The CTP may require a new and expedited regime to resolve FI, PI & D&O coverage disputes among Lloyd’s carriers, quickly, quietly and efficiently, minimizing any disruptions of the claims handling process. This may ultimately give rise to mediation and arbitration opportunities in the United States and abroad to resolve disputes among Lloyd’s syndicates in connection with US and non-US venued claims.

 

 

Cornerstone Releases M&A Related LItigatoin Study: Iin a recent post (here), I previewed a then-forthcoming study from Cornerstone Research with regard to M&A related litigation. Cornerstone Research has now released its study, entitled "Recent Developments in Sharholder Litigation Involving Mergers and Acquisitions" (here).

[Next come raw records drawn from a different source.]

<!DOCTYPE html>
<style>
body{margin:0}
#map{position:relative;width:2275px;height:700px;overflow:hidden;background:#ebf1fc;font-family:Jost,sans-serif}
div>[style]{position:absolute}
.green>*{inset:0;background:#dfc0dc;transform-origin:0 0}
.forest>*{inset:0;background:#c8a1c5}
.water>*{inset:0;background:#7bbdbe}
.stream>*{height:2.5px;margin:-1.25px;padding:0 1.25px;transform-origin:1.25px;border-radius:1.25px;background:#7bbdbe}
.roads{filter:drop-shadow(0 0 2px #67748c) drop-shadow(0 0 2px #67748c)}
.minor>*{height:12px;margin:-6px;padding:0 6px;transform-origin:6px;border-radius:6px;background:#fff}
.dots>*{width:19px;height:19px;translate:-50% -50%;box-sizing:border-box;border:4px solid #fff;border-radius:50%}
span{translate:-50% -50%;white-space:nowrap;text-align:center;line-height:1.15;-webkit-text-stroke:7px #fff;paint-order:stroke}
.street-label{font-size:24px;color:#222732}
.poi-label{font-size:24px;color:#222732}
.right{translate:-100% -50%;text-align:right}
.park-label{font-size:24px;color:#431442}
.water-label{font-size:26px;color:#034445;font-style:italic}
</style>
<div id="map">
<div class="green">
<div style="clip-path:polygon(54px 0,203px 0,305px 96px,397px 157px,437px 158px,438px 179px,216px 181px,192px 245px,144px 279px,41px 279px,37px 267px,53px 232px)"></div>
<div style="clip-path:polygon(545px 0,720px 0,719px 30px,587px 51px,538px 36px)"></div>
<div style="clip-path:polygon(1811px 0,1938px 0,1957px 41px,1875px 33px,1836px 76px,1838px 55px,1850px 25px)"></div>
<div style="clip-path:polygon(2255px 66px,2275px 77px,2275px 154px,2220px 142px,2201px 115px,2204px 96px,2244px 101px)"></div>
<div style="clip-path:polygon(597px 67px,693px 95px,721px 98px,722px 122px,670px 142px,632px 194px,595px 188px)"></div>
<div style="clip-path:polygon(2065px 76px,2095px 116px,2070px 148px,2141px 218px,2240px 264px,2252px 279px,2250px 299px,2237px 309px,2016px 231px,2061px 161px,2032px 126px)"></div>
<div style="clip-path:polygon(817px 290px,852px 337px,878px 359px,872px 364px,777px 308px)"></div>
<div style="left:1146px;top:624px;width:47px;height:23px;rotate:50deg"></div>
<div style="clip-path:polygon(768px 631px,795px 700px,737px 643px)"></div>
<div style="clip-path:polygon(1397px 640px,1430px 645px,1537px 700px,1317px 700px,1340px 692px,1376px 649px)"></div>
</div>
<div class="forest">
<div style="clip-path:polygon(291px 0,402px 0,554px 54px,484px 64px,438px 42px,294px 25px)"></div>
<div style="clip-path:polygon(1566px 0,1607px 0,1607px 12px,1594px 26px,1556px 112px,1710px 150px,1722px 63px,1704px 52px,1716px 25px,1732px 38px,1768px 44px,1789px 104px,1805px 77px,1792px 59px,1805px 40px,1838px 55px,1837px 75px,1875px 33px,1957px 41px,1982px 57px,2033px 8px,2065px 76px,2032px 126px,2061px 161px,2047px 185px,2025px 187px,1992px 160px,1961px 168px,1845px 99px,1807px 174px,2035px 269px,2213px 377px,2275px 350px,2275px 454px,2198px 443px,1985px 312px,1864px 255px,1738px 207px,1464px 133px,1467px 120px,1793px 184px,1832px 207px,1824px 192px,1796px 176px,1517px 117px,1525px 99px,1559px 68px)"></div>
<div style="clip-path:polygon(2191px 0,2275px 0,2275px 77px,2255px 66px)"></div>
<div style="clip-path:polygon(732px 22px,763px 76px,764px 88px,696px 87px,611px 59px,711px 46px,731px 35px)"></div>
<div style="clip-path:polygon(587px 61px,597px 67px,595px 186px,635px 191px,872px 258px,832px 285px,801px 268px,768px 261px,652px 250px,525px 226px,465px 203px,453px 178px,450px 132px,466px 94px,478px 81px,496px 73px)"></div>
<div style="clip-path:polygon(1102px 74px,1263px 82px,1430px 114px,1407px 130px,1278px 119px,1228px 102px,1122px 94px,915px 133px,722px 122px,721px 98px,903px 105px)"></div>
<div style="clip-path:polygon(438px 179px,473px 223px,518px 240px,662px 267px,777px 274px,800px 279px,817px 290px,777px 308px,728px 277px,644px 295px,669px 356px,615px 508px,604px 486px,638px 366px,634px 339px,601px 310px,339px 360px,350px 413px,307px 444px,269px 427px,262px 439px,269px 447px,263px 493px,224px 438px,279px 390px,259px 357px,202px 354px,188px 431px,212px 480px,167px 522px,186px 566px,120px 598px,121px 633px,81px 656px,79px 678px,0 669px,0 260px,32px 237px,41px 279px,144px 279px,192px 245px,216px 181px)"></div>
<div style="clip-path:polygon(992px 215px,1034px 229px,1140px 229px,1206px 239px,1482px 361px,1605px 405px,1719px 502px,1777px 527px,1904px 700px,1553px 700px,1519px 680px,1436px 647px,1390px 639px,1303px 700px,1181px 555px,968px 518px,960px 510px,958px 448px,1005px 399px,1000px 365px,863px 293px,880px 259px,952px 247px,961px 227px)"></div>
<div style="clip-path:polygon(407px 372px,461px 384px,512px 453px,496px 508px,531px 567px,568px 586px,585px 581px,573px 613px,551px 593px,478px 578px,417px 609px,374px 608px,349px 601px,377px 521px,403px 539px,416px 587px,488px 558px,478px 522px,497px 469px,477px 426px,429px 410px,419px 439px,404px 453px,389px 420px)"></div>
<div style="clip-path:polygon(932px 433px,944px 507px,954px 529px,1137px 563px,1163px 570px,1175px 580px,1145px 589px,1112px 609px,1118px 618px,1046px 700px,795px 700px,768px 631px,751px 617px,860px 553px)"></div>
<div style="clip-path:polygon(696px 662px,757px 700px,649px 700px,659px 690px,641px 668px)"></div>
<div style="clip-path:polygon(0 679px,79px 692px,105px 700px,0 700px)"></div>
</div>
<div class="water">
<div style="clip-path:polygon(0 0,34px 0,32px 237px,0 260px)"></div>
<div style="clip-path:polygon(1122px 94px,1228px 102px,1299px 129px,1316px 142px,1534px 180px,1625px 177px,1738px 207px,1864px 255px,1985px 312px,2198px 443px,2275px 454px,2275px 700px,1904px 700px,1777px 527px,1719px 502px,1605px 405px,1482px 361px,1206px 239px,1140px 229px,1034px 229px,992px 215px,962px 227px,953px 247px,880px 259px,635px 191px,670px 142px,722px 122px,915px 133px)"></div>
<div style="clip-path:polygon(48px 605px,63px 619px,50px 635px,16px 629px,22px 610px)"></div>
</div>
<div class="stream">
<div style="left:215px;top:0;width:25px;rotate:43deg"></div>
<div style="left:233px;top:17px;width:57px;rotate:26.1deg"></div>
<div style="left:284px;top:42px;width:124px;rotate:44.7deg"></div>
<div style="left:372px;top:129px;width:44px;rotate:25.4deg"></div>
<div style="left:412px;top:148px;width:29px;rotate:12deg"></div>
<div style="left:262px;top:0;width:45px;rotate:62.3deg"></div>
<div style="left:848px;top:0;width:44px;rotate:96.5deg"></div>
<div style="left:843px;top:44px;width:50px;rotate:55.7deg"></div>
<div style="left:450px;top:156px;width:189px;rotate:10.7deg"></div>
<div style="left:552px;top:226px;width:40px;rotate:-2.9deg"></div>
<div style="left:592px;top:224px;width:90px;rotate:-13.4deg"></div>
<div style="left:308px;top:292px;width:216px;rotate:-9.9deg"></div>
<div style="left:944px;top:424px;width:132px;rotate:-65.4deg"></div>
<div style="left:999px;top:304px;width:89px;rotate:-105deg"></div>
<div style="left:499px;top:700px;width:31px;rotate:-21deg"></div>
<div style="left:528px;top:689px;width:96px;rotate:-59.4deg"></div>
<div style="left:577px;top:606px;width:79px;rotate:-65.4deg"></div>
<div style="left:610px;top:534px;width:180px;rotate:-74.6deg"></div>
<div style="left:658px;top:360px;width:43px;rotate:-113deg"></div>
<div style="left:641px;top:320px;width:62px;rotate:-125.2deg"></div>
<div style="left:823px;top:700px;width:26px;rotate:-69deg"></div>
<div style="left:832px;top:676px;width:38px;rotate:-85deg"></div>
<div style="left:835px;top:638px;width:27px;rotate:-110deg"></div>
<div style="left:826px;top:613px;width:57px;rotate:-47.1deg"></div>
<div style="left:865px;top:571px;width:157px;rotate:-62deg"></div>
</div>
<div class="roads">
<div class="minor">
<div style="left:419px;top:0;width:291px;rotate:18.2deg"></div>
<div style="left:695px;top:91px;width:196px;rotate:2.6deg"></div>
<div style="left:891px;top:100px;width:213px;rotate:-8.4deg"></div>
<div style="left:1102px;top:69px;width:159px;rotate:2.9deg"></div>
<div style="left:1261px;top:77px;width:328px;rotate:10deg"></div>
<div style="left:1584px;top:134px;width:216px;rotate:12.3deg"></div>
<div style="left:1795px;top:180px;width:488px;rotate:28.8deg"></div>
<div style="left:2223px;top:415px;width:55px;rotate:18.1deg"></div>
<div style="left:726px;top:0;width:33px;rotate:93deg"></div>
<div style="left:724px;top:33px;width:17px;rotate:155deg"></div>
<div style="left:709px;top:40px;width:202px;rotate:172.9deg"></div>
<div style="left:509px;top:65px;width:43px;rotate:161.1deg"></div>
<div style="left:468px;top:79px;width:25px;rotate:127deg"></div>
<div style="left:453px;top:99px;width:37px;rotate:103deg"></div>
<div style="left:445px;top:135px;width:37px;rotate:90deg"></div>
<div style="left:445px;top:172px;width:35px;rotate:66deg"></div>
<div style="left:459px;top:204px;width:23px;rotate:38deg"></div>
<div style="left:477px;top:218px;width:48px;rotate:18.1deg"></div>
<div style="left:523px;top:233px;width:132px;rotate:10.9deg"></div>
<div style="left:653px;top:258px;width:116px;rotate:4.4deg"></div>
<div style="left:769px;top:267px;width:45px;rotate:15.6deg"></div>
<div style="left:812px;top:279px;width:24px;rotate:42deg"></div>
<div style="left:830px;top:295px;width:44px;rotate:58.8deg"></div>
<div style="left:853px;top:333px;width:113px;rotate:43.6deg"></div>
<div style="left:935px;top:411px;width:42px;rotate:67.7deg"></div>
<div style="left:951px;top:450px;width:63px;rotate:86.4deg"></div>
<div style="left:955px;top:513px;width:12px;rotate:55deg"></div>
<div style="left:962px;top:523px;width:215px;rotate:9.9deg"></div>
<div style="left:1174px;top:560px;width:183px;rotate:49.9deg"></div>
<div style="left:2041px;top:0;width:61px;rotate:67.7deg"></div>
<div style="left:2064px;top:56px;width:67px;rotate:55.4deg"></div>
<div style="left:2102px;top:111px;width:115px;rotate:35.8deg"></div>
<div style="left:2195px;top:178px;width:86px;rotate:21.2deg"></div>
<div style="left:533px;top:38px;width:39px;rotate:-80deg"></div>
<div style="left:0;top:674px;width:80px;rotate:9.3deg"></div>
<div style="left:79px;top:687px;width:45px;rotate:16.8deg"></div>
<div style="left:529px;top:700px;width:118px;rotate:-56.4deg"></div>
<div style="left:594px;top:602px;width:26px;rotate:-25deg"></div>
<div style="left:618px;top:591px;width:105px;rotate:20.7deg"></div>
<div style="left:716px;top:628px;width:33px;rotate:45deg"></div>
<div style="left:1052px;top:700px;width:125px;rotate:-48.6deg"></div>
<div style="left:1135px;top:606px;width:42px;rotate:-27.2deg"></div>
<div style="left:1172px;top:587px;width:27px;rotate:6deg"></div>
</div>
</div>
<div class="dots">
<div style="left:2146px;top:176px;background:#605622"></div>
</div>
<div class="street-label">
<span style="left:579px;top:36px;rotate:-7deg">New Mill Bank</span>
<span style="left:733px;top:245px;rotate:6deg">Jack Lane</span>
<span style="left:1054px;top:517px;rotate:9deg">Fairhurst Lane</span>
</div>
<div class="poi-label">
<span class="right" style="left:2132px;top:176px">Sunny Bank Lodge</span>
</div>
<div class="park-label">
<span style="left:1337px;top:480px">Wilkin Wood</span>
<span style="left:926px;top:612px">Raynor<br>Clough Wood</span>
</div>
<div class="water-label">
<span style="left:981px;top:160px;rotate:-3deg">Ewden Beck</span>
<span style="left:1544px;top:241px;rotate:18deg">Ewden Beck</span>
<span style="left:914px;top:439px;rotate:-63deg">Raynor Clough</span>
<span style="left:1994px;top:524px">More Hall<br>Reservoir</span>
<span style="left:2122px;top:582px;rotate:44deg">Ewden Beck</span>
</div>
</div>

The final report contains additional information beyond the specific items I reviewed in my prior blog post. Special thanks to Cornerstone Research for sending me a link to the final report.

 

 

 

The North Korean Kindergarten Quintet: For today’s music interlude we are featuring a video that is simultaneously impressive and deeply disturbing. Watch these children perform and see if, in addition to being slowly but completely creeped out, you don’t find yourself gaining a little insight into the reason there were real tears when Kim Jong-Il died in December. The more basic question is why they aren’t crying all the time.